Try it.
In the listing, determine how many lines contain "function". The reply is that number alone.

Material provided.
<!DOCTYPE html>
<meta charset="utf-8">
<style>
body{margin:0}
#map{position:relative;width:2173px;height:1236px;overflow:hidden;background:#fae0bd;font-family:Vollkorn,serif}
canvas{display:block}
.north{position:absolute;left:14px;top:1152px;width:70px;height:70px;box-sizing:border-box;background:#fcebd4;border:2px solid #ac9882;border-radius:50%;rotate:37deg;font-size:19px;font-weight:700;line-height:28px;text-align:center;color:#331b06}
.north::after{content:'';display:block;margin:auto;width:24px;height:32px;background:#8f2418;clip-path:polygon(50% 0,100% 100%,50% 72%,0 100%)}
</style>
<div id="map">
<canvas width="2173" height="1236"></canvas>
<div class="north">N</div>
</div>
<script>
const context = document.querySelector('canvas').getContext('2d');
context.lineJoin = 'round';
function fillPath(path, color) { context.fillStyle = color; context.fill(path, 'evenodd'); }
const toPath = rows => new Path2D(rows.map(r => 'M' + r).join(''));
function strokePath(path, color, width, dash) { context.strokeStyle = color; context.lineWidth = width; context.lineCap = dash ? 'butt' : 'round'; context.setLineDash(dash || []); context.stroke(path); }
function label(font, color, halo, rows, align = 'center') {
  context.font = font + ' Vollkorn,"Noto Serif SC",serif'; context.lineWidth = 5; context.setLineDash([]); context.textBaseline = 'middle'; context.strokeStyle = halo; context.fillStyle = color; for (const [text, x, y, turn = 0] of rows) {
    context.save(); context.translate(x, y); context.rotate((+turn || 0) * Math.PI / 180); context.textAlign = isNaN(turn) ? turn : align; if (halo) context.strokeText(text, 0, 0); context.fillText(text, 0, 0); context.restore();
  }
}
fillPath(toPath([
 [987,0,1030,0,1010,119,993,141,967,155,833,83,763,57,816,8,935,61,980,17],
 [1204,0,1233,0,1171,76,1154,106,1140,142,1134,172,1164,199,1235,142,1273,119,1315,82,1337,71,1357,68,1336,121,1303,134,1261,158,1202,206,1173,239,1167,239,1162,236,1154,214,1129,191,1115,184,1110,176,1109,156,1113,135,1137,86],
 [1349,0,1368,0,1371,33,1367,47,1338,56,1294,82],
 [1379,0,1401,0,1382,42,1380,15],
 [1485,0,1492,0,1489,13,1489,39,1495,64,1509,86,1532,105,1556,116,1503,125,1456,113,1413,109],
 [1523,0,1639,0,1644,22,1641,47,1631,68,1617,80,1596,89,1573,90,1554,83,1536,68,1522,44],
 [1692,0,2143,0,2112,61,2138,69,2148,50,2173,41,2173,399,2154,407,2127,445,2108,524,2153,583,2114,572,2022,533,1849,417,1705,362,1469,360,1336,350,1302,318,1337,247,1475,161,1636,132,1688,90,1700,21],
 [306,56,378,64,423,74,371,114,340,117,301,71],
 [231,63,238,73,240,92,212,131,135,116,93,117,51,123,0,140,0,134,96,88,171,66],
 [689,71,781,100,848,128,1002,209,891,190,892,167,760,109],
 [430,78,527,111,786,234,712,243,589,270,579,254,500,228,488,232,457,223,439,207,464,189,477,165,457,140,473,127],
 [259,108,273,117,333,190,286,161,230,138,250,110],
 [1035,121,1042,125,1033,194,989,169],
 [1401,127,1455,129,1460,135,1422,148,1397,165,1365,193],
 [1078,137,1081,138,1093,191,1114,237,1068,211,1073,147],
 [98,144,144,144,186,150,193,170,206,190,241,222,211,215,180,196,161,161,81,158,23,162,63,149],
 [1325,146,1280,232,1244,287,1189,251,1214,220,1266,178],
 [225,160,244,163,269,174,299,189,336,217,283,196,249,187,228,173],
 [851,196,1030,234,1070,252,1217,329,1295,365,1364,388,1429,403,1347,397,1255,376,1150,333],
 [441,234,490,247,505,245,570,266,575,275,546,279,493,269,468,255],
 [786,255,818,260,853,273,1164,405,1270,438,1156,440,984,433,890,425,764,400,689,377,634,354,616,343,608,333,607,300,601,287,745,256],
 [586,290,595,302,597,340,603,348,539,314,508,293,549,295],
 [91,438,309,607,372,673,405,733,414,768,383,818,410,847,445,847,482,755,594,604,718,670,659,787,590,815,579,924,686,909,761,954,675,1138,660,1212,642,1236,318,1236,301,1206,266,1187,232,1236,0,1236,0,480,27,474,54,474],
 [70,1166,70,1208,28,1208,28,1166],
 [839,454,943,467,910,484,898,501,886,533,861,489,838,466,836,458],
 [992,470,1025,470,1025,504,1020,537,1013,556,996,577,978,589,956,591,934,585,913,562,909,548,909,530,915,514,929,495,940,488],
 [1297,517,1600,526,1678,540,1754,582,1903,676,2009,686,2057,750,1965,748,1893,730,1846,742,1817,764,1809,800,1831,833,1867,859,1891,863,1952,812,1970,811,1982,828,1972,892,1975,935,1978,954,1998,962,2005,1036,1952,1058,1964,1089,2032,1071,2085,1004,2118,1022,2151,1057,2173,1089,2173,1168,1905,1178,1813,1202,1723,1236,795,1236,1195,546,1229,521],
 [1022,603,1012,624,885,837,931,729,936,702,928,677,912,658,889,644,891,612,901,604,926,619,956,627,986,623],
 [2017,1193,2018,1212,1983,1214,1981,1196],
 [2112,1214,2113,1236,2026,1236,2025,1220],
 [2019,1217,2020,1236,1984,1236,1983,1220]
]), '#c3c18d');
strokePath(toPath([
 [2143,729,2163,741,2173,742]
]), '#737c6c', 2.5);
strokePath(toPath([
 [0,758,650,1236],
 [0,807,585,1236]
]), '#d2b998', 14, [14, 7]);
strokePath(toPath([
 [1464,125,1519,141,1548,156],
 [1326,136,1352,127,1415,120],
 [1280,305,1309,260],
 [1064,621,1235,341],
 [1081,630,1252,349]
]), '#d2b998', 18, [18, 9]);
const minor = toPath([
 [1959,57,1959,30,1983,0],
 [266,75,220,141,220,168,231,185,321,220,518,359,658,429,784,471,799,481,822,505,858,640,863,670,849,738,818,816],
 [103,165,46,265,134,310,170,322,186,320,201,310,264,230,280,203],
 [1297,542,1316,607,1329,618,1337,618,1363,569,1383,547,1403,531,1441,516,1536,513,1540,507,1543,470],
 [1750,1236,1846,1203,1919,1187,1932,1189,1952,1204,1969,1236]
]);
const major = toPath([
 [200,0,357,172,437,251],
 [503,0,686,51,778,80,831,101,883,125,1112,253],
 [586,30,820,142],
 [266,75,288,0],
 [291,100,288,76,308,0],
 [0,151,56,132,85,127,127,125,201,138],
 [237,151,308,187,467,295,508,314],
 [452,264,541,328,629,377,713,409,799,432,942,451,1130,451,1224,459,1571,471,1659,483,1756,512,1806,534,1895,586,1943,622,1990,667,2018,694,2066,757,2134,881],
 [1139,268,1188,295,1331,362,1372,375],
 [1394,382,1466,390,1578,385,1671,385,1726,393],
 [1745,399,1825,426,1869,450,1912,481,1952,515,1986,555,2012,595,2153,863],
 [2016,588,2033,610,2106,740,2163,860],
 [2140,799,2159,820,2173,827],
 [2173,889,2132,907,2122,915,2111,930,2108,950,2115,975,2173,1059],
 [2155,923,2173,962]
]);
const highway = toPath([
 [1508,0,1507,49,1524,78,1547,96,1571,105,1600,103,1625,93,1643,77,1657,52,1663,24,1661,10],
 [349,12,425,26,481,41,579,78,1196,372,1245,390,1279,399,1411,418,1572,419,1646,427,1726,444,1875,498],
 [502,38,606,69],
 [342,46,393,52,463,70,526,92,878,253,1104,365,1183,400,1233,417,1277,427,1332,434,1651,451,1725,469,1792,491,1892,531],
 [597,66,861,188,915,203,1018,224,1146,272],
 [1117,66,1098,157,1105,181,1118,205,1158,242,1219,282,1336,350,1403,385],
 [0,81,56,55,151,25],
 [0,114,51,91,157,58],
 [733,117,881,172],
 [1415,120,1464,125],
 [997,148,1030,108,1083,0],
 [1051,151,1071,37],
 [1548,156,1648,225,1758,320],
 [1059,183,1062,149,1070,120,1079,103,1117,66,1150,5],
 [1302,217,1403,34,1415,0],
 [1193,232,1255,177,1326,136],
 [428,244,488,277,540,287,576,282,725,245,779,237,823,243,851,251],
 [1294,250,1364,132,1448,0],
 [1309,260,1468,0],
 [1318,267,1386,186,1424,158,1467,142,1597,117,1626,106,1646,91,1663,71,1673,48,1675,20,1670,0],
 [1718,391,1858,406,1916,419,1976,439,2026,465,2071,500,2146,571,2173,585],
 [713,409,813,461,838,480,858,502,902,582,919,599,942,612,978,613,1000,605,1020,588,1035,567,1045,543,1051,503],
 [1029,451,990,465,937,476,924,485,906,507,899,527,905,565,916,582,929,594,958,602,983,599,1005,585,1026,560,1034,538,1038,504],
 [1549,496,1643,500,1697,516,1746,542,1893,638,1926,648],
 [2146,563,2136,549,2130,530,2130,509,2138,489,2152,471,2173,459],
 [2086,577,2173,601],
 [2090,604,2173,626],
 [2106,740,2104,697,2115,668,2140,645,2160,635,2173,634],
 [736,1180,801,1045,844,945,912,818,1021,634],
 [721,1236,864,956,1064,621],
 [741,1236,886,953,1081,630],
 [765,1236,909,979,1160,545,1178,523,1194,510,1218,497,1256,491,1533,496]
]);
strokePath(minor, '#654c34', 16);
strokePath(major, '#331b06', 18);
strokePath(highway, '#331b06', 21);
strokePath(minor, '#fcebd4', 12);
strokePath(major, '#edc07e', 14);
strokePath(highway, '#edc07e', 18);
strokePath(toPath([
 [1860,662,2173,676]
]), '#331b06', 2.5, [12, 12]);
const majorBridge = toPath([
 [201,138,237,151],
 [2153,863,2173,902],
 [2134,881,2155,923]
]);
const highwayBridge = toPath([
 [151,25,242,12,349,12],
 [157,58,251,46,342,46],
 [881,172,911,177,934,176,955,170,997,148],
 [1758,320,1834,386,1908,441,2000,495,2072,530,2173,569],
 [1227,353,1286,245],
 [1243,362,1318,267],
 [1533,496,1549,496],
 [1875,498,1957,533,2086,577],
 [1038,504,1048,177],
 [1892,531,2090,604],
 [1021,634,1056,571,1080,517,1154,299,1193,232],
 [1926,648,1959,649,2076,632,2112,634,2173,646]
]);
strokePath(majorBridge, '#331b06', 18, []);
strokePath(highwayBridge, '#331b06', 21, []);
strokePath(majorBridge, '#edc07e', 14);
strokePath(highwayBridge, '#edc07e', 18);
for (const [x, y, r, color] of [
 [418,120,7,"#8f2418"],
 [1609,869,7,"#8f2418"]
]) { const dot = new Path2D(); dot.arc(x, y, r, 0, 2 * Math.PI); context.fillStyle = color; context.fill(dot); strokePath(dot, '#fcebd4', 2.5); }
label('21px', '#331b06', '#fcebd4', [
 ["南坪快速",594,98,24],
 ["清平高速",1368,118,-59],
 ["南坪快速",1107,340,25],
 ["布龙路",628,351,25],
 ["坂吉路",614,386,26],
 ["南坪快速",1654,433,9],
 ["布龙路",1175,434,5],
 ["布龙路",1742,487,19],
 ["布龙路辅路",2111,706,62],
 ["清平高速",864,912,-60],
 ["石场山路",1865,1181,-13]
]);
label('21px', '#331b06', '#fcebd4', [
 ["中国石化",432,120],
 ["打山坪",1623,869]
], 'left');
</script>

Solution for this exercise.
3